§ **Task instructions**
Each line from the opening of the material through the line holding "filter:drop-shadow(0 0 2px" needs to be returned exactly, with the pictures left out.

------ Entries supplied ------

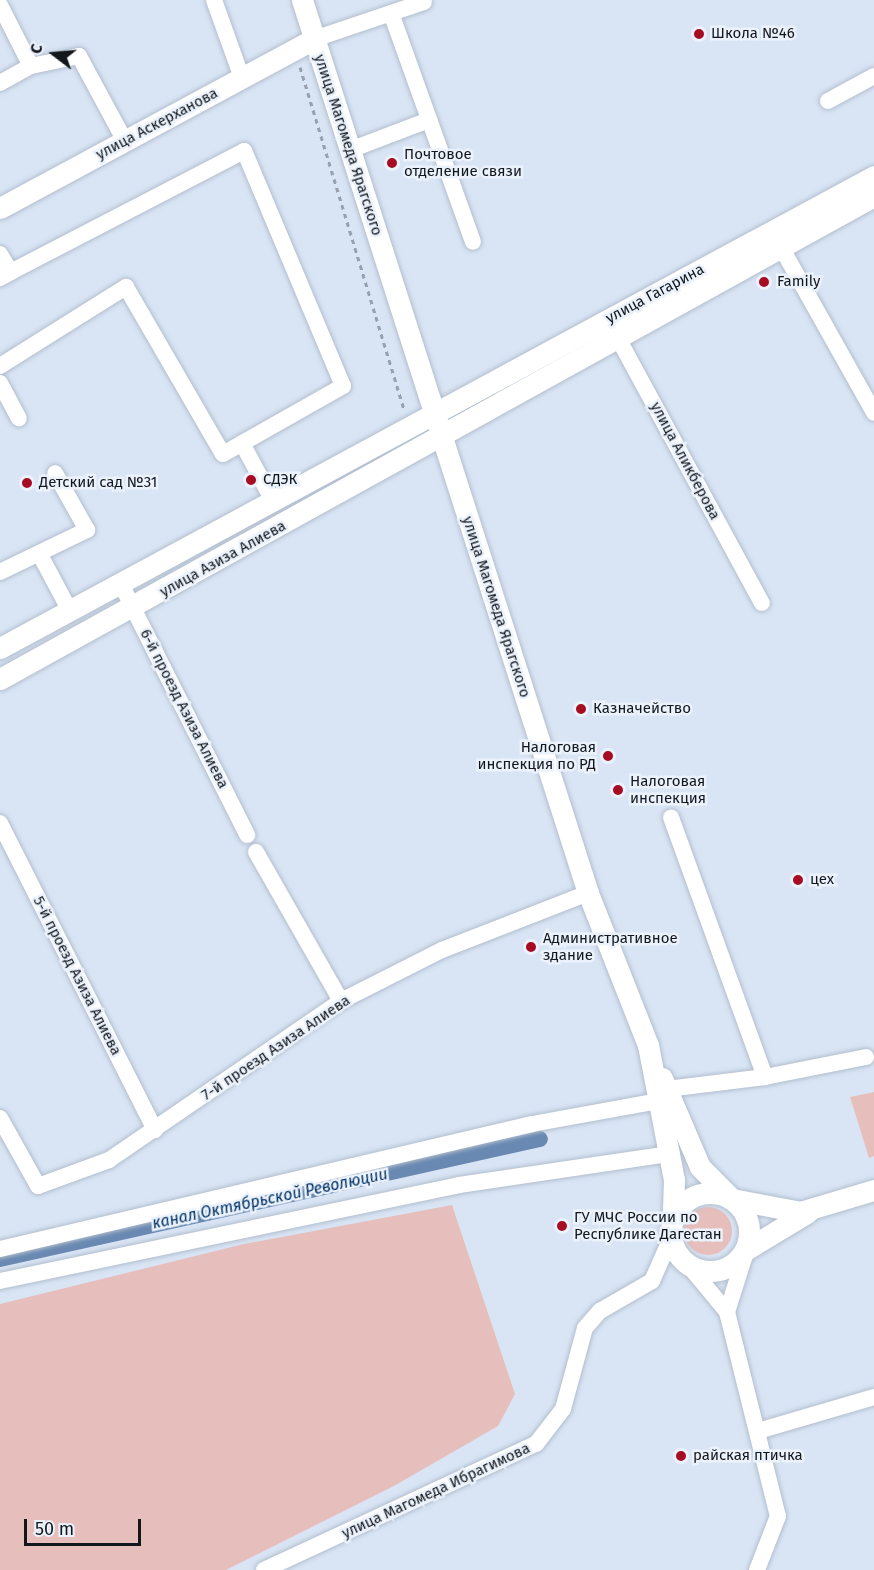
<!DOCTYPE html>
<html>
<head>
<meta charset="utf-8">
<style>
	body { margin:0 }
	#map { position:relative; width:874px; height:1570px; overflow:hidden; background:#d9e5f5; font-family:"Fira Sans",sans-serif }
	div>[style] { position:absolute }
	.green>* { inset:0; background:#e6bfbc }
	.round { border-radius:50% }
	.canal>* { height:16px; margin:-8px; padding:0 8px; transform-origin:8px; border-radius:8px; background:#6989b2 }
	.path>* { height:3px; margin-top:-1.5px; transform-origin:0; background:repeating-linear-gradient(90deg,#97a1ad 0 4.5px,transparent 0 9px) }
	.roads { filter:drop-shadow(0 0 2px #b2becd) drop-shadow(0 0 2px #b2becd) }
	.minor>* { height:16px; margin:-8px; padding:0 8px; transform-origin:8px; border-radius:8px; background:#fff }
	.major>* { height:21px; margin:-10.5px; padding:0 10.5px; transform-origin:10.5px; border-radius:10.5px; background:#fff }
	.major>.ring { margin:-10.5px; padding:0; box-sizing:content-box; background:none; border:21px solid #fff; border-radius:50% }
	.dots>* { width:16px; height:16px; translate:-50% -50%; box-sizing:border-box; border:3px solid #ebf2fc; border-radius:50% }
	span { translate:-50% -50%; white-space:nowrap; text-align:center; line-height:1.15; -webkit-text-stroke:5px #ebf2fc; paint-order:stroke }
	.poi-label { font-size:15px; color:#12171c }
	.left { translate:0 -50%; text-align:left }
	.right { translate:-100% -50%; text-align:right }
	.street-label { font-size:15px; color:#12171c }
	.water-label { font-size:16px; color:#013265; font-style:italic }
	.north { position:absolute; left:24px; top:24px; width:60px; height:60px; -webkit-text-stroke:4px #ebf2fc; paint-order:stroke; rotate:286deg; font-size:16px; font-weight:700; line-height:24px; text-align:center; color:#12171c }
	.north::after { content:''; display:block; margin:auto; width:21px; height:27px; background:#12171c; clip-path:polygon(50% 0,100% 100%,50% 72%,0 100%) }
	.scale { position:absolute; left:24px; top:1519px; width:117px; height:27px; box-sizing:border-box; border:3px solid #12171c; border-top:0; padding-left:8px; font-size:18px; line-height:21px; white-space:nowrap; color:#12171c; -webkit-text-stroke:4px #ebf2fc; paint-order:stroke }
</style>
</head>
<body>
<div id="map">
	<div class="green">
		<div style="clip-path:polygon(874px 1092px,874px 1156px,869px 1158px,850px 1097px)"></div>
		<div style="clip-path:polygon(452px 1205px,515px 1394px,498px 1426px,394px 1486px,226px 1570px,0 1570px,0 1304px,244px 1244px)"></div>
		<div class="round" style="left:684px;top:1207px;width:48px;height:48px"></div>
	</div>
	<div class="canal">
		<div style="left:0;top:1259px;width:553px;rotate:-12.53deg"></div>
	</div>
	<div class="path">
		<div style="left:300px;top:67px;width:358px;rotate:73.1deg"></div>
	</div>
	<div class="roads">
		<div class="minor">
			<div style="left:214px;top:0;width:83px;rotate:70.3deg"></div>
			<div style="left:0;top:5px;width:68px;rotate:63.1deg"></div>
			<div style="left:31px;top:66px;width:49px;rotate:-11.8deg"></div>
			<div style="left:79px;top:56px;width:97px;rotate:61.6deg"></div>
			<div style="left:391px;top:13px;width:243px;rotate:70.3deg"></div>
			<div style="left:314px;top:39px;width:116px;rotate:-18.6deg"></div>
			<div style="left:0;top:83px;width:35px;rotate:-29deg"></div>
			<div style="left:828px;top:101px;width:52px;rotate:-28.5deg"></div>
			<div style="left:350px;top:150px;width:85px;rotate:-20.8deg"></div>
			<div style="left:781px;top:247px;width:190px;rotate:60.7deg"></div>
			<div style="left:0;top:254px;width:21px;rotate:59deg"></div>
			<div style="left:11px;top:272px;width:13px;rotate:151deg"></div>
			<div style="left:612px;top:327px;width:314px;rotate:61.5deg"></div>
			<div style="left:0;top:366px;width:149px;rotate:-32.1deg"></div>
			<div style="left:126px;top:287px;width:193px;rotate:59.9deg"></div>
			<div style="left:223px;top:454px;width:138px;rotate:-29.5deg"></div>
			<div style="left:343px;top:386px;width:255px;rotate:-112.8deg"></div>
			<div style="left:244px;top:151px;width:263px;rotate:152.6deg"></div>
			<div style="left:0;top:383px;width:40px;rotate:62deg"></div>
			<div style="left:242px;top:443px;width:68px;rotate:61.9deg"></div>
			<div style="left:39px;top:553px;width:66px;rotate:61.9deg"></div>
			<div style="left:0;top:572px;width:97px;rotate:-25.8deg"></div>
			<div style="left:87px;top:530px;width:65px;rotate:-119.3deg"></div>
			<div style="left:121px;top:584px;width:281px;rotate:63.3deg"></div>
			<div style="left:0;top:823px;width:344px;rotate:63.2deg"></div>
			<div style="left:256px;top:852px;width:172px;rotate:60.3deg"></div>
			<div style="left:765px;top:1077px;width:103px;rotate:-11.2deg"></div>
			<div style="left:667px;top:1089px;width:99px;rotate:-7deg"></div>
			<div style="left:765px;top:1077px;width:276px;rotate:-109.9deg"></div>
			<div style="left:0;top:1118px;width:78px;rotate:60.8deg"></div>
			<div style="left:38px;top:1186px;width:76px;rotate:-20.1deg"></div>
			<div style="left:109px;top:1160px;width:281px;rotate:-34.4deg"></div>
			<div style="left:341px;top:1001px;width:113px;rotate:-26.8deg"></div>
			<div style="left:442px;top:950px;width:157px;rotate:-21.3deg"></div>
			<div style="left:0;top:1249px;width:546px;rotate:-13.22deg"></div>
			<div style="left:532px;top:1124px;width:128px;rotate:-10.3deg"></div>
			<div style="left:689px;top:1266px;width:60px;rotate:50.4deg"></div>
			<div style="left:727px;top:1312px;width:210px;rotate:76deg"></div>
			<div style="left:778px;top:1516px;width:58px;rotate:111.3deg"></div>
			<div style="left:0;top:1281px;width:469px;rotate:-11.8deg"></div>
			<div style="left:459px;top:1185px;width:213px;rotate:-8.4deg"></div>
			<div style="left:727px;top:1312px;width:66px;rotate:-72.4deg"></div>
			<div style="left:758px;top:1431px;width:121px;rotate:-16.3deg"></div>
			<div style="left:264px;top:1570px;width:300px;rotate:-24.9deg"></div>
			<div style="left:536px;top:1444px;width:44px;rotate:-52.4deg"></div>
			<div style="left:563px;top:1409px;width:84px;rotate:-74.8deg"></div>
			<div style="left:585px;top:1328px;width:23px;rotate:-49deg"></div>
			<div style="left:600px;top:1311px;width:60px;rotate:-30deg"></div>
			<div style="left:652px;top:1281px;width:47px;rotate:-66.2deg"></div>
		</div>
		<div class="major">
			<div style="left:302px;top:0;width:938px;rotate:72.24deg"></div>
			<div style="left:588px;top:893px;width:163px;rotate:68.5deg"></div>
			<div style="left:648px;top:1045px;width:137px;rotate:79.1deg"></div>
			<div style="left:674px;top:1180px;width:37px;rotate:92deg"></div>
			<div style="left:0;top:208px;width:357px;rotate:-28.3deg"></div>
			<div style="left:0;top:648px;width:993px;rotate:-28.37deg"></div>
			<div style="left:0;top:679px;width:999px;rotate:-28.93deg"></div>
			<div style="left:662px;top:1078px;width:97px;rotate:66.9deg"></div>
			<div style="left:700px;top:1167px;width:45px;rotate:45deg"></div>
			<div style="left:732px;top:1199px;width:69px;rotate:10.8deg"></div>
			<div style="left:800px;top:1212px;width:77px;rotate:-16.6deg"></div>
			<div class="ring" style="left:671px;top:1193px;width:57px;height:57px"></div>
			<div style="left:747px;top:1249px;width:71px;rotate:-31.2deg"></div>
		</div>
	</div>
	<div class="dots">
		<div style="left:699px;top:34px;background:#a60d22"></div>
		<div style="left:392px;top:163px;background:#a60d22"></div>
		<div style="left:764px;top:282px;background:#a60d22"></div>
		<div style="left:251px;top:480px;background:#a60d22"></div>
		<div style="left:27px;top:483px;background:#a60d22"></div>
		<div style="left:581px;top:709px;background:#a60d22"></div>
		<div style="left:608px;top:756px;background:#a60d22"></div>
		<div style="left:618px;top:790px;background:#a60d22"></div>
		<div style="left:798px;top:880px;background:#a60d22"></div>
		<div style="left:531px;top:947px;background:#a60d22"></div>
		<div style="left:562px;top:1226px;background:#a60d22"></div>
		<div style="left:681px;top:1456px;background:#a60d22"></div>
	</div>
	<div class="poi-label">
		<span class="left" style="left:711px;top:34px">Школа №46</span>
		<span class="left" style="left:404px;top:163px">Почтовое<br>отделение связи</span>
		<span class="left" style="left:777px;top:282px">Family</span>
		<span class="left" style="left:263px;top:480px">СДЭК</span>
		<span class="left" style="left:39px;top:483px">Детский сад №31</span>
		<span class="left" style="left:593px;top:709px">Казначейство</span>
		<span class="right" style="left:596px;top:756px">Налоговая<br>инспекция по РД</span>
		<span class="left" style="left:630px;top:790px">Налоговая<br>инспекция</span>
		<span class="left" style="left:810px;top:880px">цех</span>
		<span class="left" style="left:543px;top:947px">Административное<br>здание</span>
		<span class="left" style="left:574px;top:1226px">ГУ МЧС России по<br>Республике Дагестан</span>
		<span class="left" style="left:693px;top:1456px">райская птичка</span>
	</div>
	<div class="street-label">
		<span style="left:157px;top:124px;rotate:-28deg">улица Аскерханова</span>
		<span style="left:348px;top:145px;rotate:72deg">улица Магомеда Ярагского</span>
		<span style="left:655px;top:294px;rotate:-28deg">улица Гагарина</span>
		<span style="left:685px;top:461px;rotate:62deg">улица Аликберова</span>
		<span style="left:223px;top:559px;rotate:-29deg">улица Азиза Алиева</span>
		<span style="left:496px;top:607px;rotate:72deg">улица Магомеда Ярагского</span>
		<span style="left:184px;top:709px;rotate:63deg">6-й проезд Азиза Алиева</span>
		<span style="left:77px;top:976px;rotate:63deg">5-й проезд Азиза Алиева</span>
		<span style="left:276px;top:1048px;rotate:-34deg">7-й проезд Азиза Алиева</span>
		<span style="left:436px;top:1491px;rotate:-25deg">улица Магомеда Ибрагимова</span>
	</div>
	<div class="water-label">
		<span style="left:270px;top:1199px;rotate:-12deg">канал Октябрьской Революции</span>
	</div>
	<div class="north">С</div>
	<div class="scale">50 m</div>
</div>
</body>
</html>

------

§ **Answer to the exercise**
<!DOCTYPE html>
<html>
<head>
<meta charset="utf-8">
<style>
	body { margin:0 }
	#map { position:relative; width:874px; height:1570px; overflow:hidden; background:#d9e5f5; font-family:"Fira Sans",sans-serif }
	div>[style] { position:absolute }
	.green>* { inset:0; background:#e6bfbc }
	.round { border-radius:50% }
	.canal>* { height:16px; margin:-8px; padding:0 8px; transform-origin:8px; border-radius:8px; background:#6989b2 }
	.path>* { height:3px; margin-top:-1.5px; transform-origin:0; background:repeating-linear-gradient(90deg,#97a1ad 0 4.5px,transparent 0 9px) }
	.roads { filter:drop-shadow(0 0 2px #b2becd) drop-shadow(0 0 2px #b2becd) }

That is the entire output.